EXCERPTED RECORDS:

***

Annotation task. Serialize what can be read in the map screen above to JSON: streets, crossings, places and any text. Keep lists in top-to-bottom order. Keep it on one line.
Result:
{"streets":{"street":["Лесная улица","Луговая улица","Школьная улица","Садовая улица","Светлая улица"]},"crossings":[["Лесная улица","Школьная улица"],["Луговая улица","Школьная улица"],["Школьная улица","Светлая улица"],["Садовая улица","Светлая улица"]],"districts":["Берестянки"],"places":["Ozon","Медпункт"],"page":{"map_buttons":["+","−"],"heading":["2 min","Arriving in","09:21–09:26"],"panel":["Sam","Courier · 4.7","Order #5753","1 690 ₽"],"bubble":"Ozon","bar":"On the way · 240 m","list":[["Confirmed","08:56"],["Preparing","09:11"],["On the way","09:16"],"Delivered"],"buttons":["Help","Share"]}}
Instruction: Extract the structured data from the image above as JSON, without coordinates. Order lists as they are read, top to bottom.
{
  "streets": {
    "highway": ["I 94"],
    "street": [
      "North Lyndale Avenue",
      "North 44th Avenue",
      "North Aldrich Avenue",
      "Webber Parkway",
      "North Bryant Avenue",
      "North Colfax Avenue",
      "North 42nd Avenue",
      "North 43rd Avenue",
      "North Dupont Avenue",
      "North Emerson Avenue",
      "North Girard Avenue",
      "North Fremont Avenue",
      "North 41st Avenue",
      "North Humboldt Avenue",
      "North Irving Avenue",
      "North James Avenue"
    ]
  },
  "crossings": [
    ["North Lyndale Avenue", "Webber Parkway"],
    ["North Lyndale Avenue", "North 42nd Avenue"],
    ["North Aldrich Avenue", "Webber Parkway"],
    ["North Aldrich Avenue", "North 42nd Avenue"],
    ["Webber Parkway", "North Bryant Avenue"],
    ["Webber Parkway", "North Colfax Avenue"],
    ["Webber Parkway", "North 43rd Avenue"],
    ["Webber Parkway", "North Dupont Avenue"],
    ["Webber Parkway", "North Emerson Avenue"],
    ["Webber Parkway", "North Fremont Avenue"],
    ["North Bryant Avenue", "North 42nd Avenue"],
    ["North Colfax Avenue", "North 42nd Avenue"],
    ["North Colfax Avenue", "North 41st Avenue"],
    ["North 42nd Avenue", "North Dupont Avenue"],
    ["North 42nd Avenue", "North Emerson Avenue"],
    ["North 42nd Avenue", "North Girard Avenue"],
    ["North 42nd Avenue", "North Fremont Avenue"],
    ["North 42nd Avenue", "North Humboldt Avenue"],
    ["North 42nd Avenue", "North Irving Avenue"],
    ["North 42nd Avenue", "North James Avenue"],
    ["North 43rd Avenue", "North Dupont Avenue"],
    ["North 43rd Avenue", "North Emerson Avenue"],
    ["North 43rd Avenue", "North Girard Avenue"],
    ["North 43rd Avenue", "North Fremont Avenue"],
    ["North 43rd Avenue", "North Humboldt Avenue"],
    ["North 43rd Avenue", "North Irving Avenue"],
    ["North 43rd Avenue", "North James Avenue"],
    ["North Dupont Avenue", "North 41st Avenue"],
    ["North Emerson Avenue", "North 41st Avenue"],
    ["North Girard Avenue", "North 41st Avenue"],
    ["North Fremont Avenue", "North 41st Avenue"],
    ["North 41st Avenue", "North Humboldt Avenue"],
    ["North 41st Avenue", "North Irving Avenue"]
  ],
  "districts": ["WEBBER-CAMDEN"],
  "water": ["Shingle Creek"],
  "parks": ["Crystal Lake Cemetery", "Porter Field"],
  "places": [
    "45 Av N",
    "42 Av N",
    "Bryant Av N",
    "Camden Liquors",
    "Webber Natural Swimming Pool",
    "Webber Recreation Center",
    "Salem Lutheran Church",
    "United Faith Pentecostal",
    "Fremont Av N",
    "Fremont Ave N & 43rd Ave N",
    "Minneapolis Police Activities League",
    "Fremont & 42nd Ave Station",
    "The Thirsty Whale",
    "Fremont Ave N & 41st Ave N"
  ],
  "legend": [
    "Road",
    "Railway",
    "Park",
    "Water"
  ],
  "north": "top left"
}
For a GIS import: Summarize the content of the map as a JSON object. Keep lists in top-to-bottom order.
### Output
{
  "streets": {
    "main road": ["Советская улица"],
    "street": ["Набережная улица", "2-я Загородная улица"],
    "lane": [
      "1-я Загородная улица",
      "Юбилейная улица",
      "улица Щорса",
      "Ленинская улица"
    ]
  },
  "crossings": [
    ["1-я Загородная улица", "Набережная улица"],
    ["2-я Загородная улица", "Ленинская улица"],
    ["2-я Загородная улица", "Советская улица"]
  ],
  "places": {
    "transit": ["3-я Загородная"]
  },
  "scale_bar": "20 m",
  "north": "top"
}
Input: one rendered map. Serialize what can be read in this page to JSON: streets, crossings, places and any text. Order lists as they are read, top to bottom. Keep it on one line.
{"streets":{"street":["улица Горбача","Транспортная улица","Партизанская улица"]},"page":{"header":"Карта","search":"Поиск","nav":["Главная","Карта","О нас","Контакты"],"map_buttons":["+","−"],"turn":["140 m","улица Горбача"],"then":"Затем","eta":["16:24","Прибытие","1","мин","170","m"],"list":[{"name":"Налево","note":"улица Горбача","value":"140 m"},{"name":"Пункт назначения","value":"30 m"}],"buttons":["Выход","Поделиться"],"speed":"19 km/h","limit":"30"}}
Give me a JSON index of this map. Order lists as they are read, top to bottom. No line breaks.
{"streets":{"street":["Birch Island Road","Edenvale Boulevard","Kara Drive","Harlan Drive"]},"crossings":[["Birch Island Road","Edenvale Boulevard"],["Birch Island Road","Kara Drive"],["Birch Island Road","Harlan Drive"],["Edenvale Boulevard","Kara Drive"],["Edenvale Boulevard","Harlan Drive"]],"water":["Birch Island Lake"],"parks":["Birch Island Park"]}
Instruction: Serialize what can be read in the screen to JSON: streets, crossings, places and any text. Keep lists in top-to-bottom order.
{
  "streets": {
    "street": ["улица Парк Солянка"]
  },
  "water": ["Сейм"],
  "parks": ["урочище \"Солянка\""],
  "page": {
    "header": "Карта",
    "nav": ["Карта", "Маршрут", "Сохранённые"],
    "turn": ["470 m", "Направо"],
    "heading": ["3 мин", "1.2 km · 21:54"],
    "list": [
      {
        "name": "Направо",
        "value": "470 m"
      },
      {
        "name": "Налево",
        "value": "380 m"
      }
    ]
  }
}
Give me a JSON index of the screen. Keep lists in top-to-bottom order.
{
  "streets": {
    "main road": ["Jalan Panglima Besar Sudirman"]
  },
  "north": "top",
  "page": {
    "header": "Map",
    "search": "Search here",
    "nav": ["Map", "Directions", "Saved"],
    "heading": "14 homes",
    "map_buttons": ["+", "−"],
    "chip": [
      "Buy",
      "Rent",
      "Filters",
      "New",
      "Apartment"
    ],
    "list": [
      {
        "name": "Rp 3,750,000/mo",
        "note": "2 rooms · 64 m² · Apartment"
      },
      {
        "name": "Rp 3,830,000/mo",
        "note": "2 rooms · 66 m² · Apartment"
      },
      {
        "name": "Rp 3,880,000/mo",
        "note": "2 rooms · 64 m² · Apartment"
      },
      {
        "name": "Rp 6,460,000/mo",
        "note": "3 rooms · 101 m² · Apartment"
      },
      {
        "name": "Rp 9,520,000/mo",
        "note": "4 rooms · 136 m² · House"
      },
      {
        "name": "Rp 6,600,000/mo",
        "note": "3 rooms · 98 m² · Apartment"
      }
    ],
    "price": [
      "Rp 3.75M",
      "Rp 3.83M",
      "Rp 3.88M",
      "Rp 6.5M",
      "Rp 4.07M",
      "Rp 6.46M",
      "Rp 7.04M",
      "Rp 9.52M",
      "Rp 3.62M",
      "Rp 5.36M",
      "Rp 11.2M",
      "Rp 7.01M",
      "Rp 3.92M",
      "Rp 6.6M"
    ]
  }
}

***

EXERCISE OBJECTIVE:
Find all the lines with "Humboldt" in the data and copy them.

RESPONSE BOX:
      "North Humboldt Avenue",
    ["North 42nd Avenue", "North Humboldt Avenue"],
    ["North 43rd Avenue", "North Humboldt Avenue"],
    ["North 41st Avenue", "North Humboldt Avenue"],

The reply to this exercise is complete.